[Saved entries]
[Start of section]

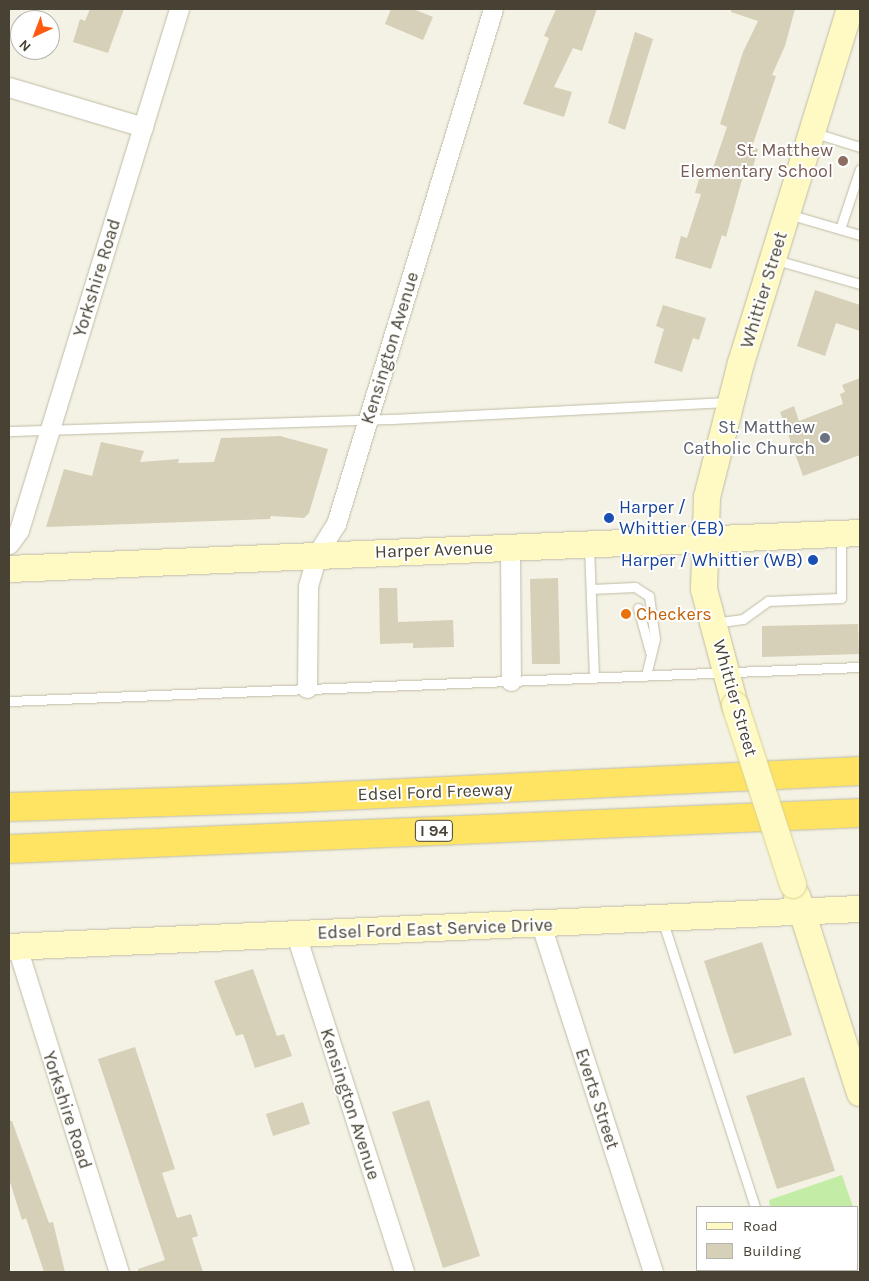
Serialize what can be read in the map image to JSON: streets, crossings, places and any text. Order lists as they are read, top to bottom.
{
  "streets": {
    "highway": ["Edsel Ford Freeway", "I 94"],
    "street": [
      "Yorkshire Road",
      "Whittier Street",
      "Kensington Avenue",
      "Harper Avenue",
      "Edsel Ford East Service Drive",
      "Everts Street"
    ]
  },
  "crossings": [
    ["Yorkshire Road", "Edsel Ford East Service Drive"],
    ["Whittier Street", "Harper Avenue"],
    ["Whittier Street", "Edsel Ford East Service Drive"],
    ["Kensington Avenue", "Harper Avenue"],
    ["Kensington Avenue", "Edsel Ford East Service Drive"],
    ["Edsel Ford East Service Drive", "Everts Street"]
  ],
  "places": [
    "St. Matthew Elementary School",
    "St. Matthew Catholic Church",
    "Harper / Whittier (EB)",
    "Harper / Whittier (WB)",
    "Checkers"
  ],
  "legend": ["Road", "Building"],
  "north": "bottom left"
}
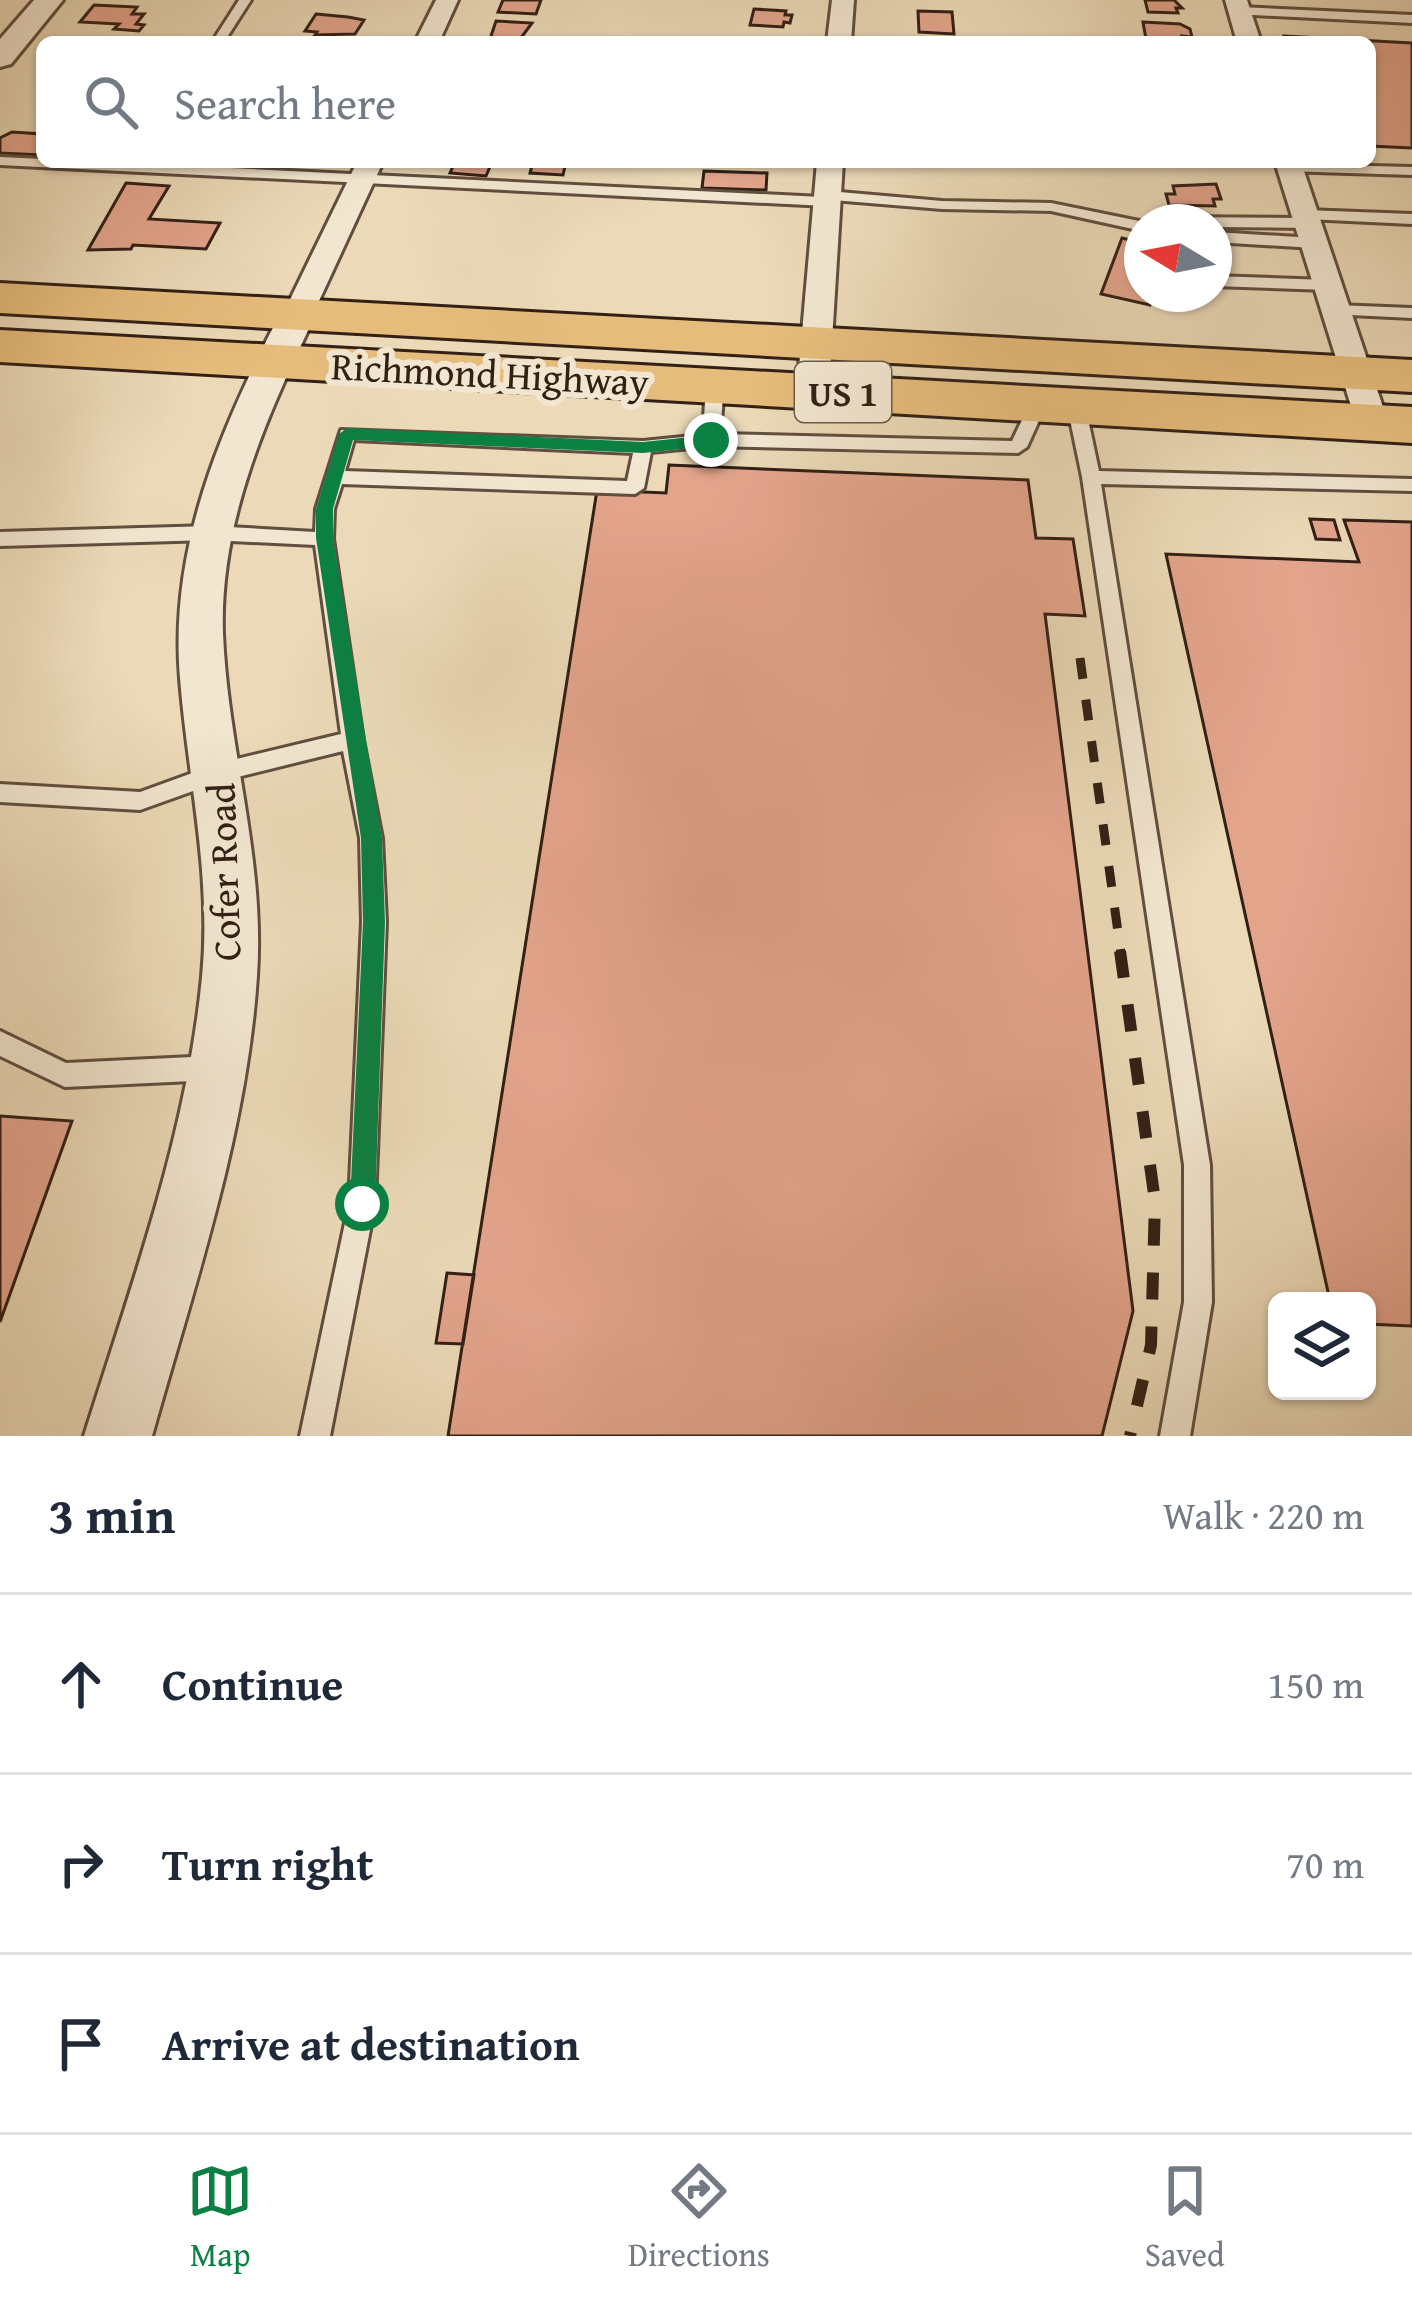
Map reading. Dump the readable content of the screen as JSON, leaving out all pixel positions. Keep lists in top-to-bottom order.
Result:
{
  "streets": {
    "main road": ["Richmond Highway", "US 1"],
    "street": ["Cofer Road"]
  },
  "crossings": [
    ["Richmond Highway", "Cofer Road"]
  ],
  "north": "left",
  "page": {
    "search": "Search here",
    "heading": ["3 min", "Walk · 220 m"],
    "list": [
      ["Continue", "150 m"],
      ["Turn right", "70 m"],
      "Arrive at destination"
    ],
    "nav": ["Map", "Directions", "Saved"]
  }
}
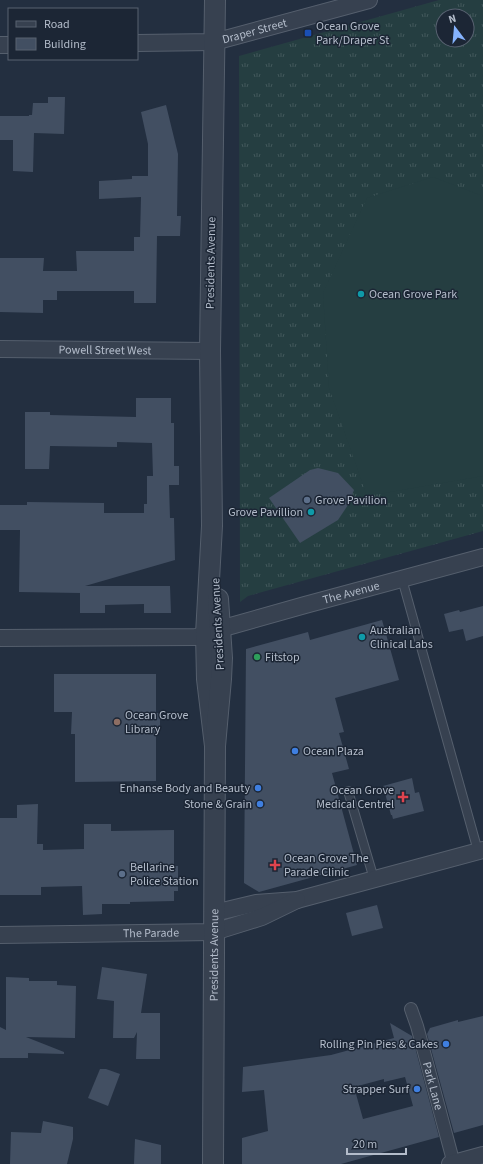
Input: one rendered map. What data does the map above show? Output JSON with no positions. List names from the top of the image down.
{
  "streets": {
    "street": [
      "Draper Street",
      "Presidents Avenue",
      "Powell Street West",
      "The Avenue",
      "The Parade",
      "Park Lane"
    ]
  },
  "crossings": [
    ["Draper Street", "Presidents Avenue"],
    ["Presidents Avenue", "Powell Street West"],
    ["Presidents Avenue", "The Avenue"],
    ["Presidents Avenue", "The Parade"]
  ],
  "places": {
    "transit": ["Ocean Grove Park/Draper St"],
    "other": [
      "Ocean Grove Park",
      "Grove Pavilion",
      "Grove Pavillion",
      "Australian Clinical Labs",
      "Fitstop",
      "Ocean Grove Library",
      "Ocean Plaza",
      "Enhanse Body and Beauty",
      "Stone & Grain",
      "Bellarine Police Station",
      "Rolling Pin Pies & Cakes",
      "Strapper Surf"
    ],
    "health": ["Ocean Grove Medical Centrel", "Ocean Grove The Parade Clinic"]
  },
  "legend": ["Road", "Building"],
  "scale_bar": "20 m",
  "north": "top"
}
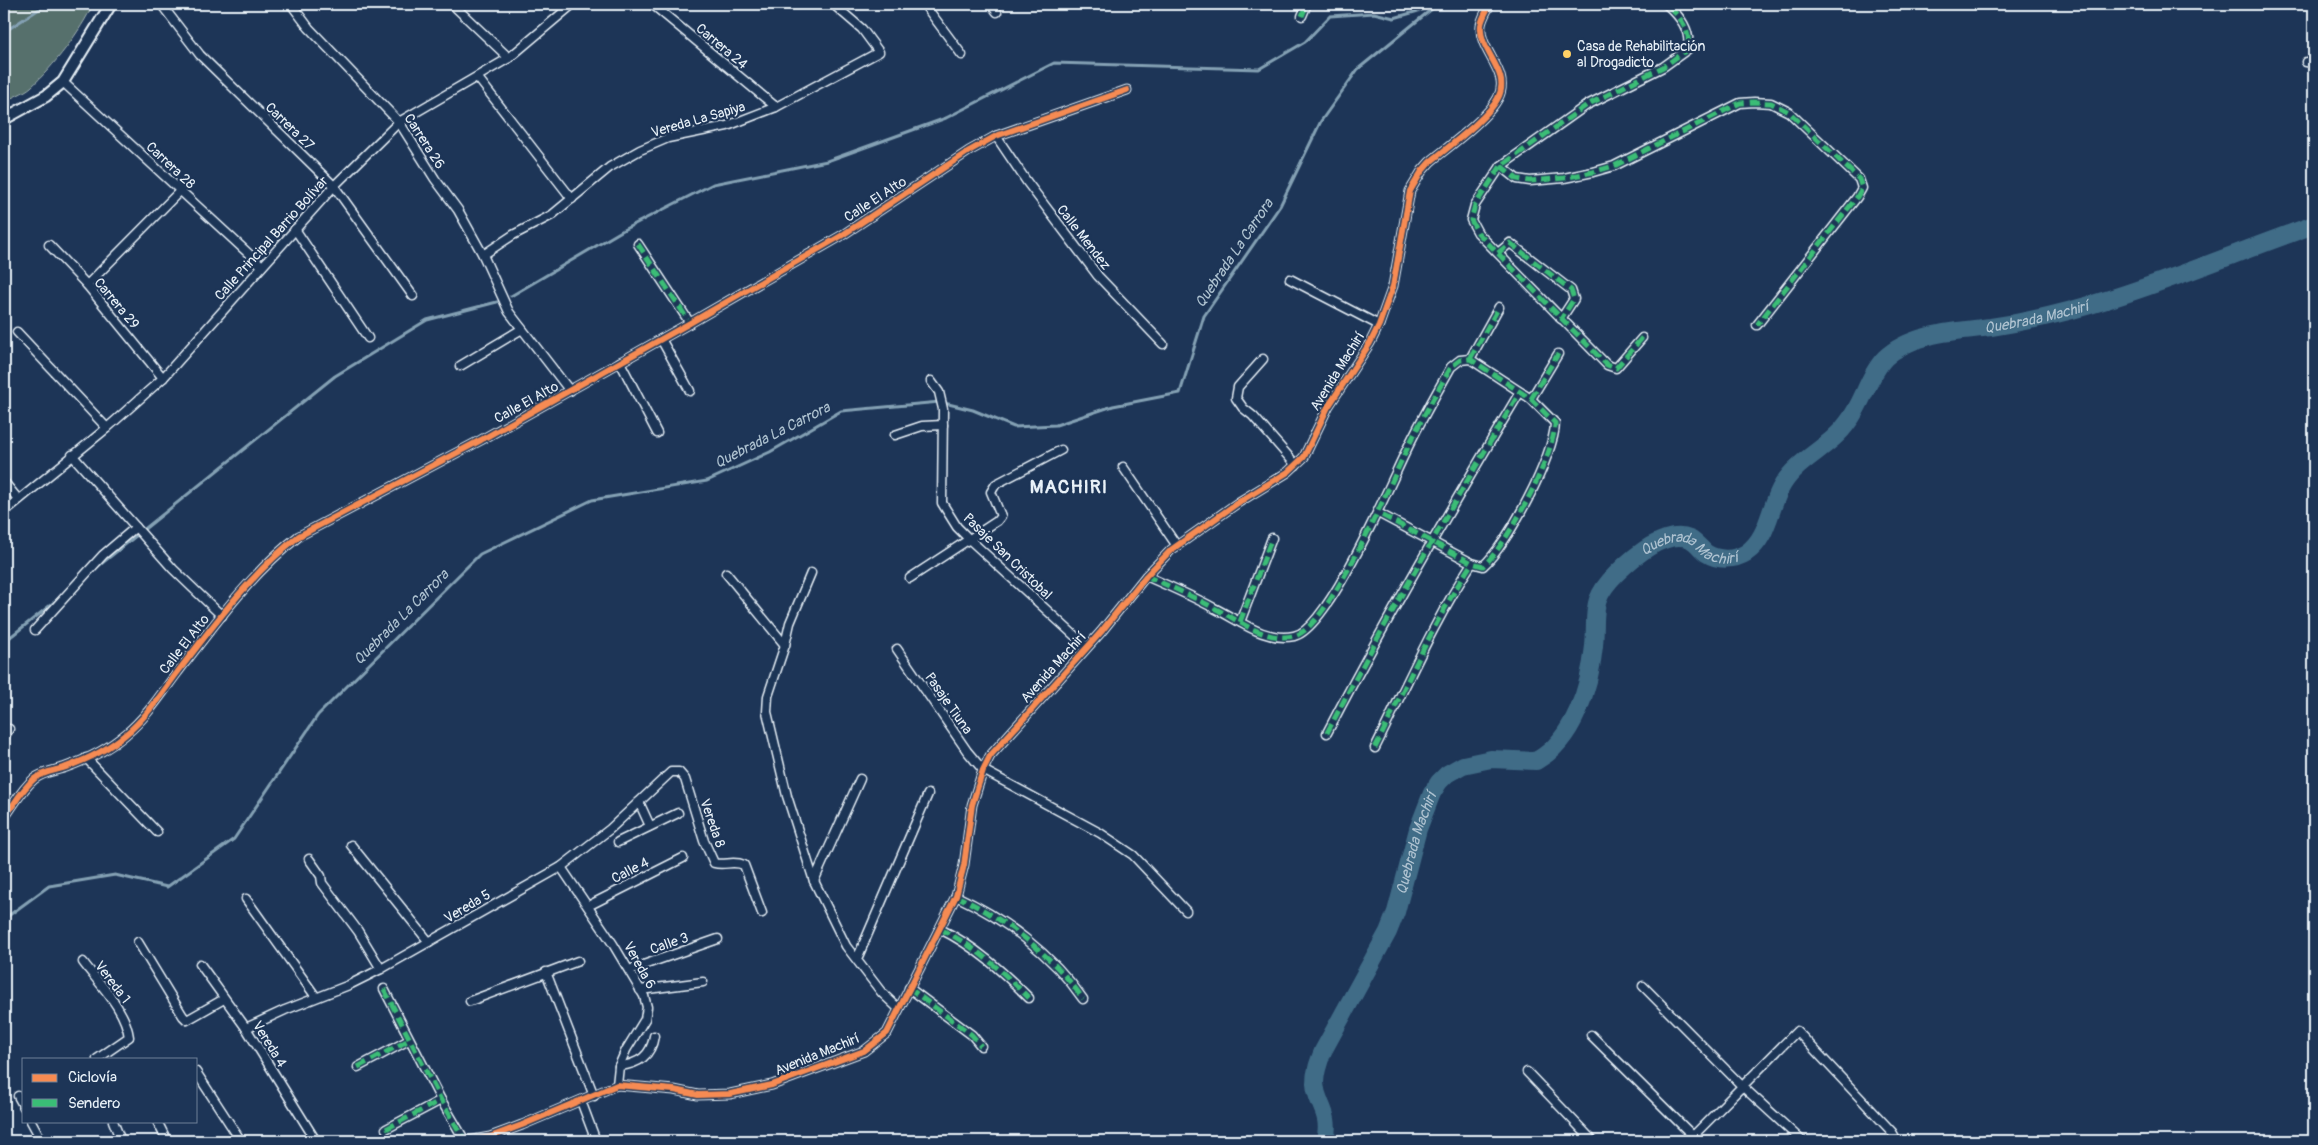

[End of section]

For this exercise, write out exactly the lines from the one with "Map reading. Dump" through the last line of the records, inclusive, and leave each picture out.

**Expected answer:**
Map reading. Dump the readable content of the screen as JSON, leaving out all pixel positions. Keep lists in top-to-bottom order.
Result:
{
  "streets": {
    "main road": ["Richmond Highway", "US 1"],
    "street": ["Cofer Road"]
  },
  "crossings": [
    ["Richmond Highway", "Cofer Road"]
  ],
  "north": "left",
  "page": {
    "search": "Search here",
    "heading": ["3 min", "Walk · 220 m"],
    "list": [
      ["Continue", "150 m"],
      ["Turn right", "70 m"],
      "Arrive at destination"
    ],
    "nav": ["Map", "Directions", "Saved"]
  }
}
Input: one rendered map. What data does the map above show? Output JSON with no positions. List names from the top of the image down.
{
  "streets": {
    "street": [
      "Draper Street",
      "Presidents Avenue",
      "Powell Street West",
      "The Avenue",
      "The Parade",
      "Park Lane"
    ]
  },
  "crossings": [
    ["Draper Street", "Presidents Avenue"],
    ["Presidents Avenue", "Powell Street West"],
    ["Presidents Avenue", "The Avenue"],
    ["Presidents Avenue", "The Parade"]
  ],
  "places": {
    "transit": ["Ocean Grove Park/Draper St"],
    "other": [
      "Ocean Grove Park",
      "Grove Pavilion",
      "Grove Pavillion",
      "Australian Clinical Labs",
      "Fitstop",
      "Ocean Grove Library",
      "Ocean Plaza",
      "Enhanse Body and Beauty",
      "Stone & Grain",
      "Bellarine Police Station",
      "Rolling Pin Pies & Cakes",
      "Strapper Surf"
    ],
    "health": ["Ocean Grove Medical Centrel", "Ocean Grove The Parade Clinic"]
  },
  "legend": ["Road", "Building"],
  "scale_bar": "20 m",
  "north": "top"
}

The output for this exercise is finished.